By Anne W. Semmes
The Greenwich Audubon Center has a new executive director, Rochelle Thomas. She comes with a lot of skills, a passion for birding, and a desire to embrace her new Audubon Center community and the town of Greenwich. “The welcome has been amazing,” she says, and she’s grateful for her five-member Center staff. “Most of them have grown up here at the Center or worked here for a decade plus.” Thomas comes with educative skills, having not long ago received her second masters in Ecology, Evolution and Environmental Biology at Columbia University.
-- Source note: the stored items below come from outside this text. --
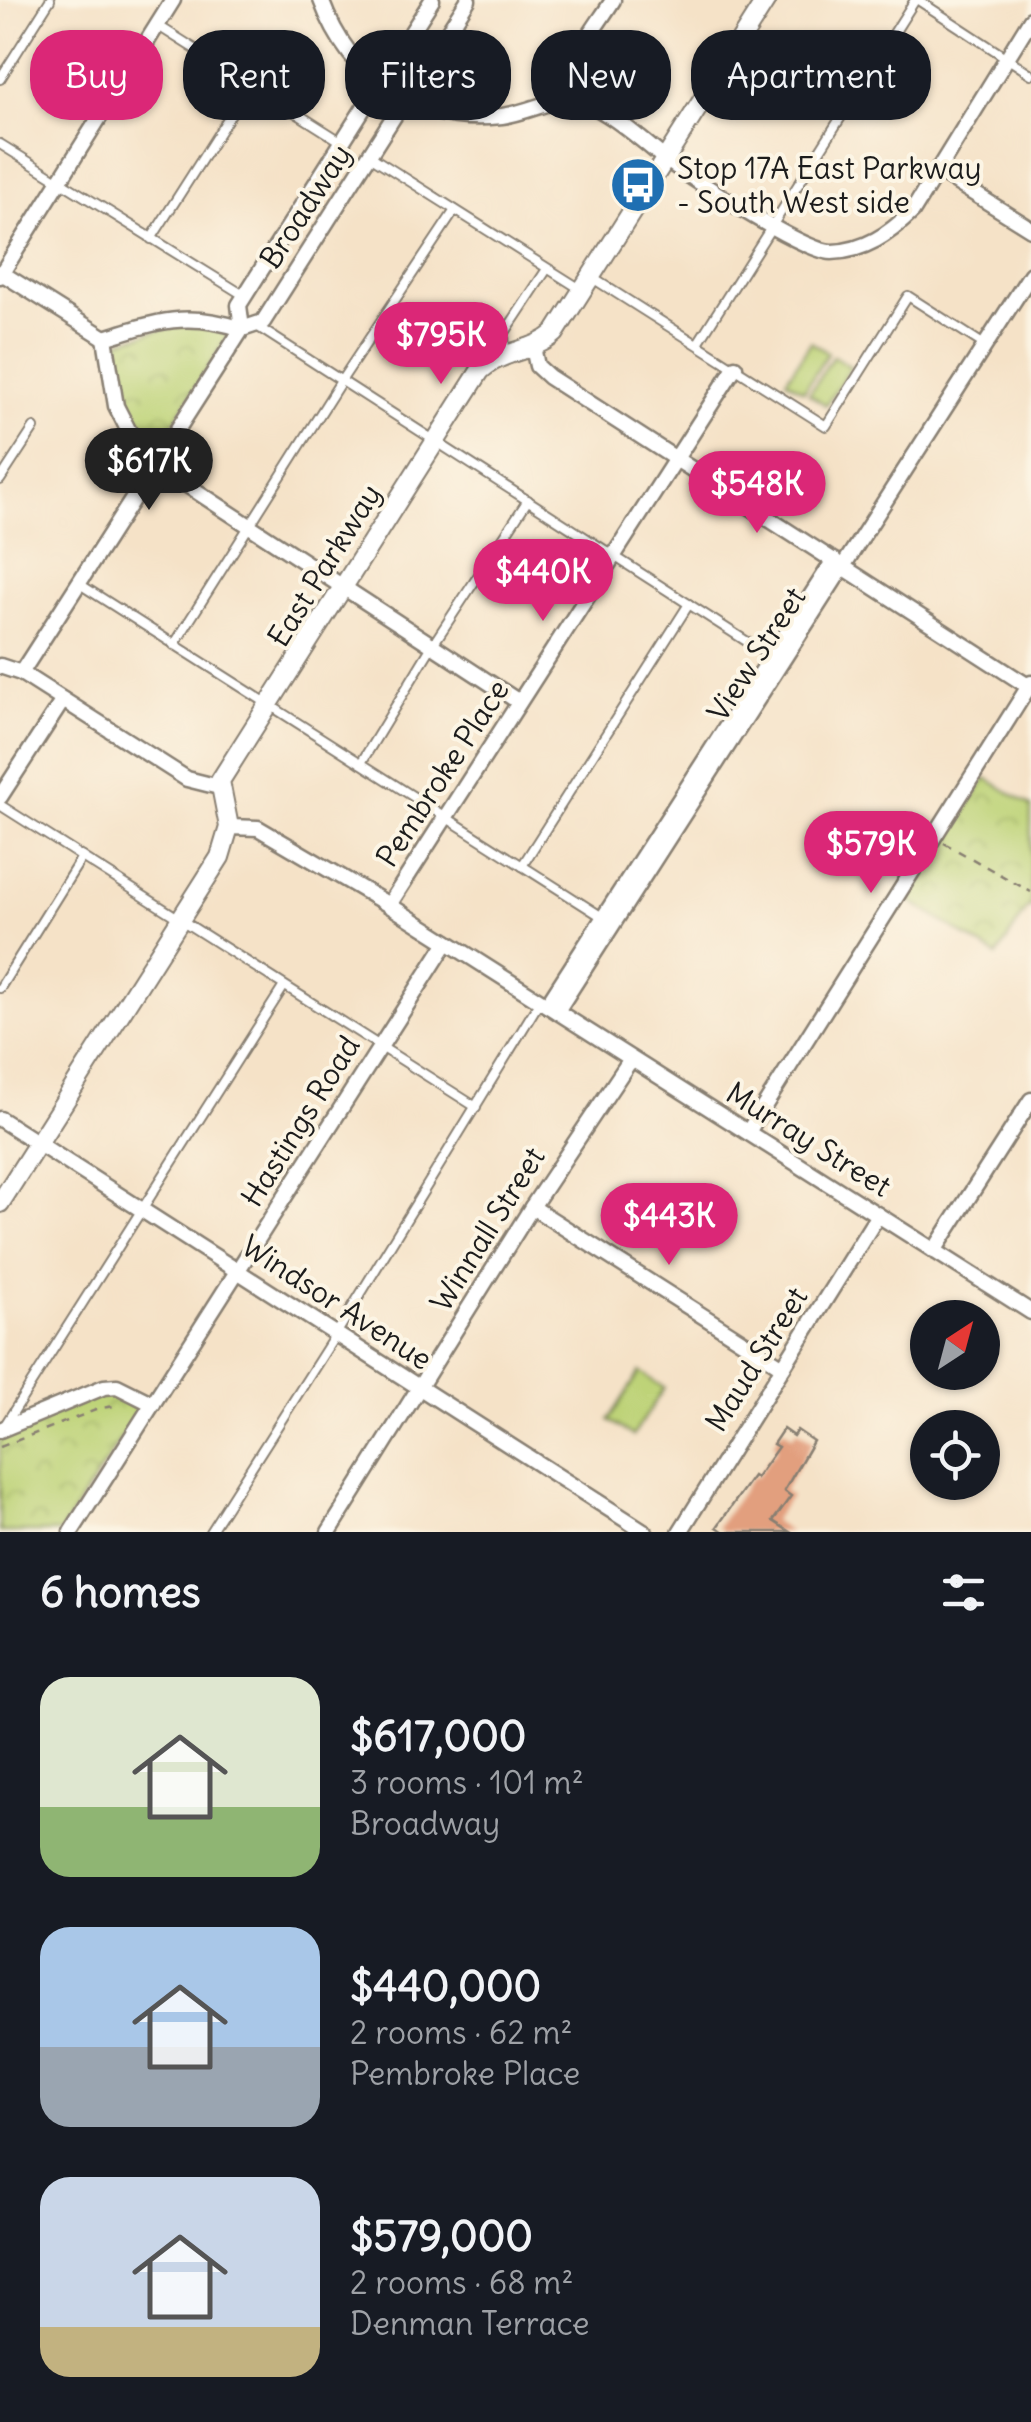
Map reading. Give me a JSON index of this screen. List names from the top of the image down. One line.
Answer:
{"streets":{"street":["Broadway","East Parkway","View Street","Pembroke Place","Hastings Road","Murray Street","Winnall Street","Windsor Avenue","Maud Street"]},"crossings":[["View Street","Murray Street"],["Pembroke Place","Murray Street"],["Hastings Road","Murray Street"],["Hastings Road","Windsor Avenue"],["Murray Street","Winnall Street"],["Murray Street","Maud Street"],["Winnall Street","Windsor Avenue"]],"places":{"bus stop":["Stop 17A East Parkway - South West side"]},"north":"top right","page":{"chip":["Buy","Rent","Filters","New","Apartment"],"price":["$795K","$617K","$548K","$440K","$579K","$443K"],"heading":"6 homes","list":[{"name":"$617,000","note":"3 rooms · 101 m² · Broadway"},{"name":"$440,000","note":"2 rooms · 62 m² · Pembroke Place"},{"name":"$579,000","note":"2 rooms · 68 m² · Denman Terrace"}]}}
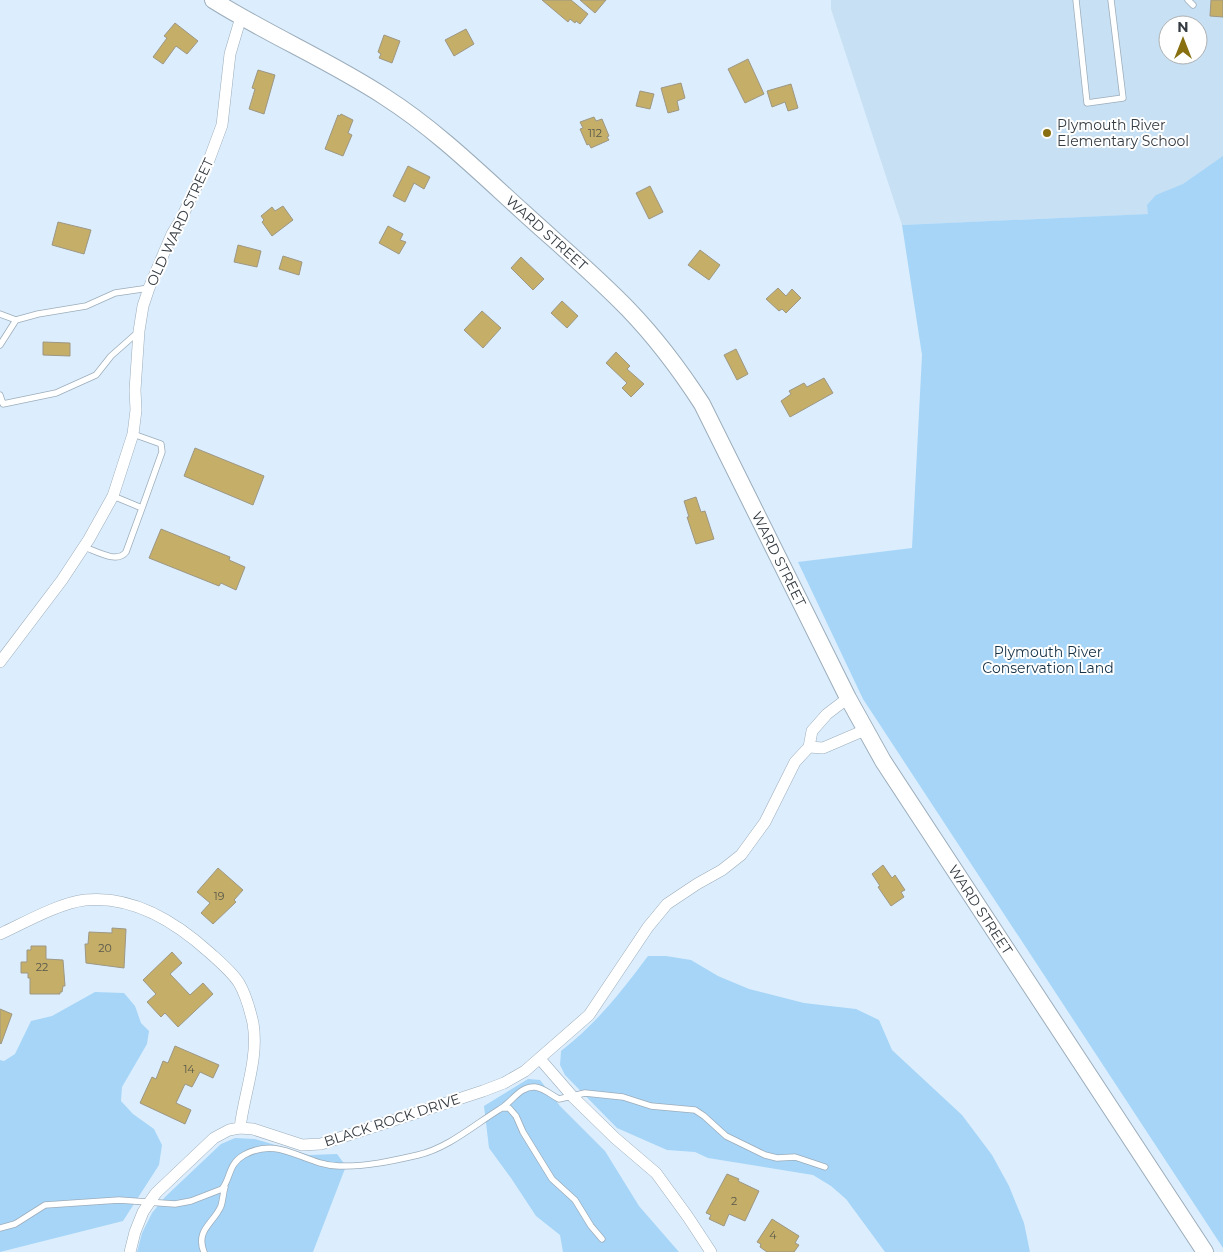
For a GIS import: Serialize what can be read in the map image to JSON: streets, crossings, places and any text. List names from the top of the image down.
{
  "streets": {
    "street": ["OLD WARD STREET", "WARD STREET", "BLACK ROCK DRIVE"]
  },
  "crossings": [
    ["OLD WARD STREET", "WARD STREET"],
    ["WARD STREET", "BLACK ROCK DRIVE"]
  ],
  "parks": ["Plymouth River Conservation Land"],
  "places": ["Plymouth River Elementary School"],
  "house_numbers": [
    "112",
    "19",
    "20",
    "22",
    "14",
    "2",
    "4"
  ],
  "north": "top"
}
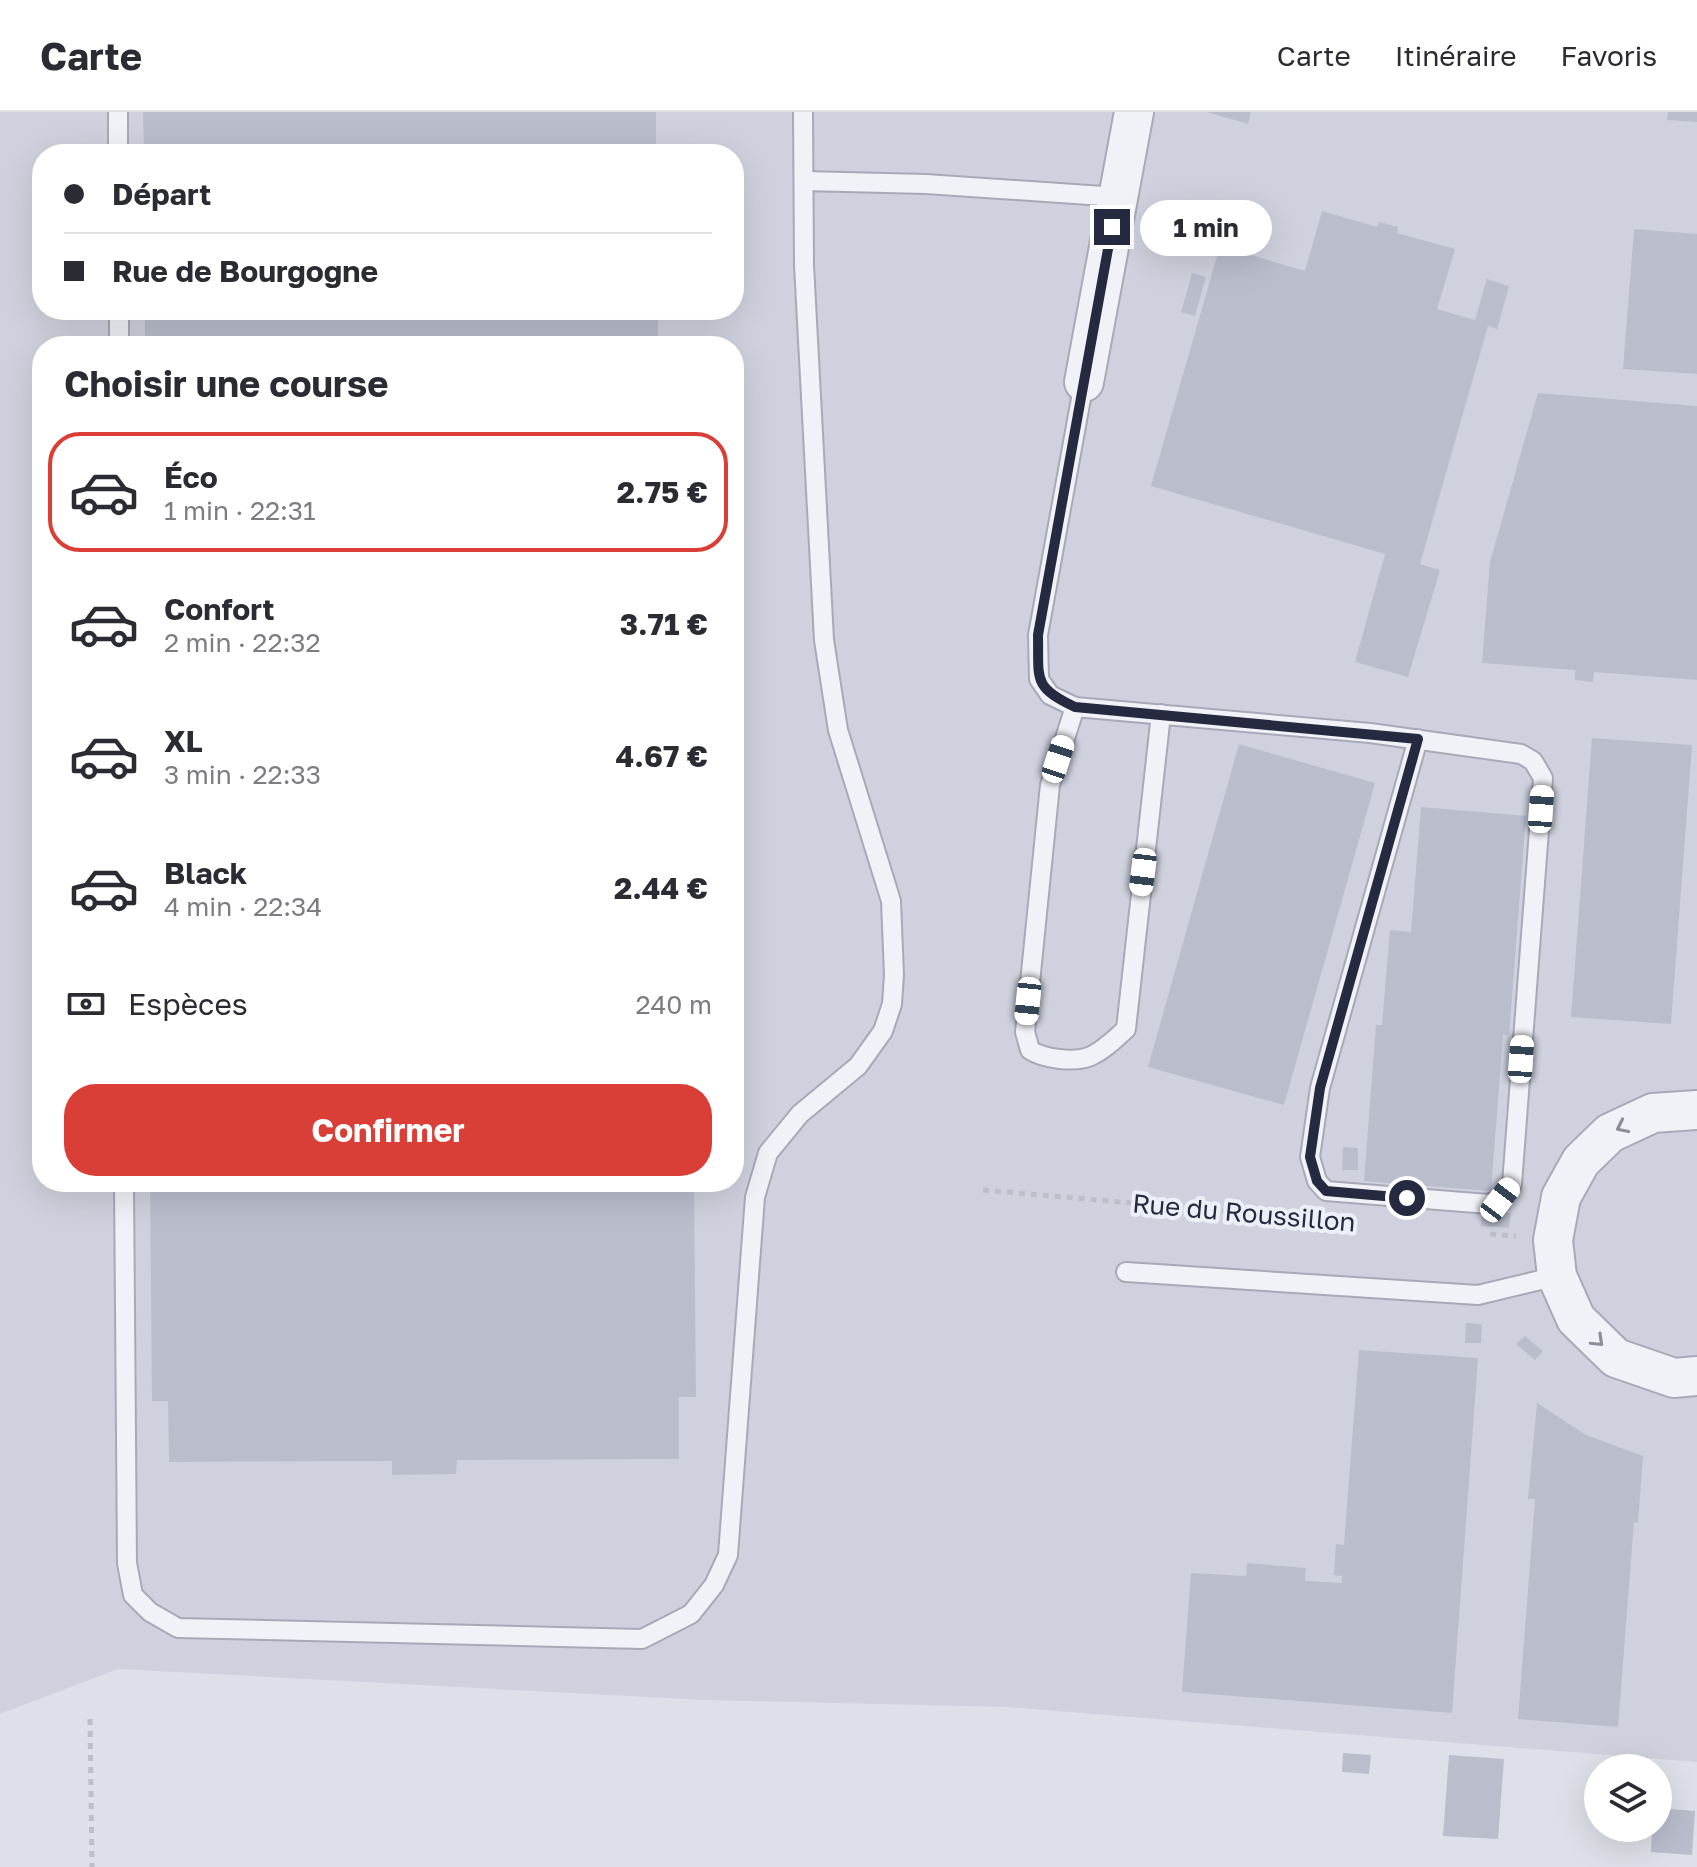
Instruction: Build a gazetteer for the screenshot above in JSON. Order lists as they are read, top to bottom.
{
  "streets": {
    "path": ["Rue du Roussillon"]
  },
  "page": {
    "header": "Carte",
    "nav": ["Carte", "Itinéraire", "Favoris"],
    "banner": ["Départ", "Rue de Bourgogne"],
    "bubble": "1 min",
    "heading": "Choisir une course",
    "list": [
      {
        "name": "Éco",
        "note": "1 min · 22:31",
        "value": "2.75 €"
      },
      {
        "name": "Confort",
        "note": "2 min · 22:32",
        "value": "3.71 €"
      },
      {
        "name": "XL",
        "note": "3 min · 22:33",
        "value": "4.67 €"
      },
      {
        "name": "Black",
        "note": "4 min · 22:34",
        "value": "2.44 €"
      }
    ],
    "pay": ["Espèces", "240 m"],
    "buttons": "Confirmer"
  }
}
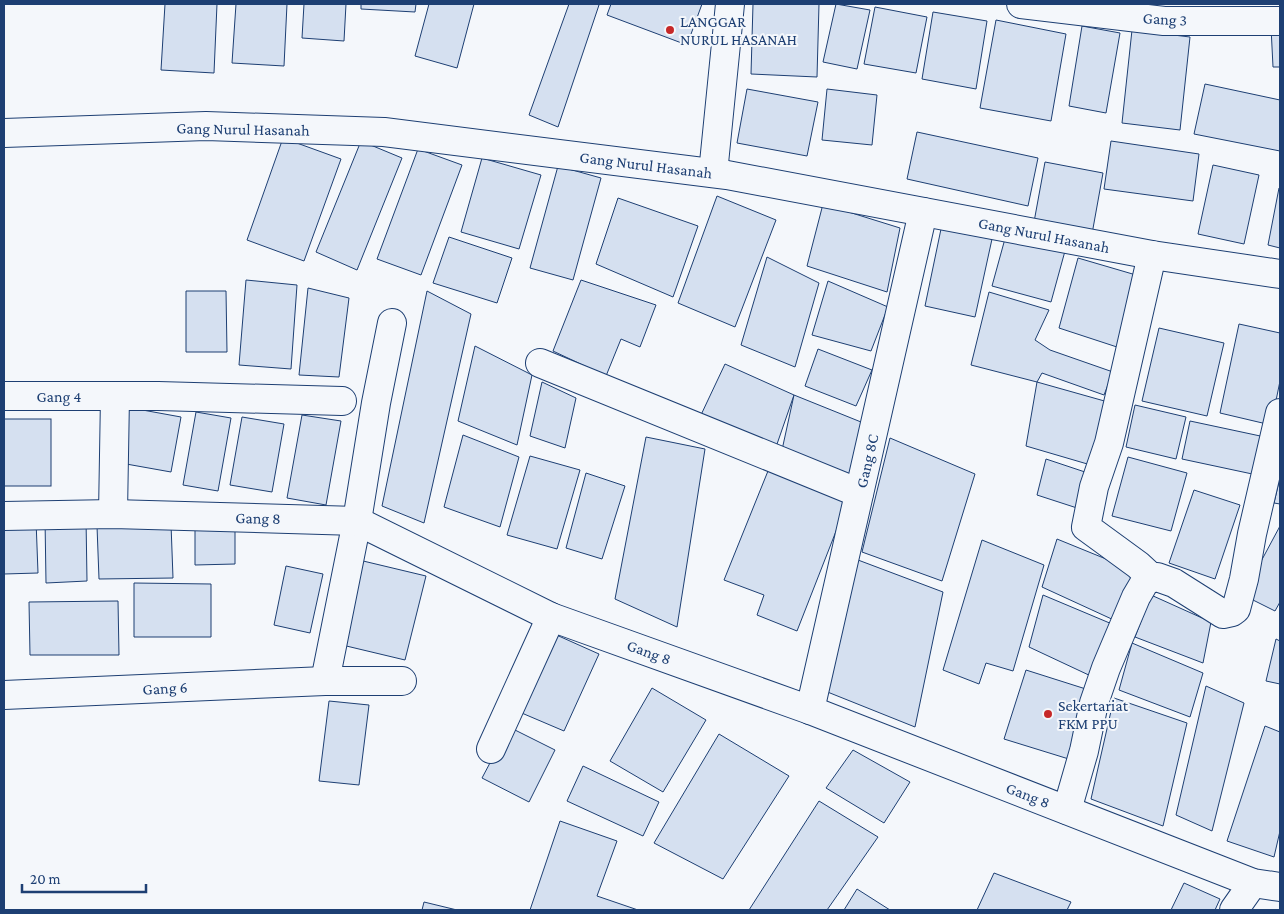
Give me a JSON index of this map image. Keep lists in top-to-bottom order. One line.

She most recently served as Director of Strategy, Planning and Operations in the Digital Futures Institute at Teachers College at Columbia University. It was while making her way to work on campus last fall, and noticing with others the multiple collisions of birds on windows. that she would help instigate the retrofitting of high impact windows on campus facilities with bird safe glass. “The fall is always the tougher migration,” she notes, “It is often a young bird’s first migration. So, generally you see more collision victims. The spring [migration] is more seasoned birds.”
Thomas has been up close and personal in her relationships with birds. “I was licensed for many years as a New York State Wildlife Rehabilitator,” she shares, “And I received a lot of training at Wild Bird Fund, New York City’s only wildlife rehab center, where they have over 7,000 patients a year, and most of them are avian.” She adds, “That helped me become really good at identifying birds because getting to see them right there in my hand was really helpful.”
Thomas is happy to have arrived at the Center in the midst of “an incredible land stewardship project” that’s entering its second year she tells, kicked off by the Center’s new land steward, Matt Viens. “It’s a concerted effort to bring back this landscape to the glory it once was for both people’s enjoyment, and making sure we have healthy forests and healthy habitats for birds.”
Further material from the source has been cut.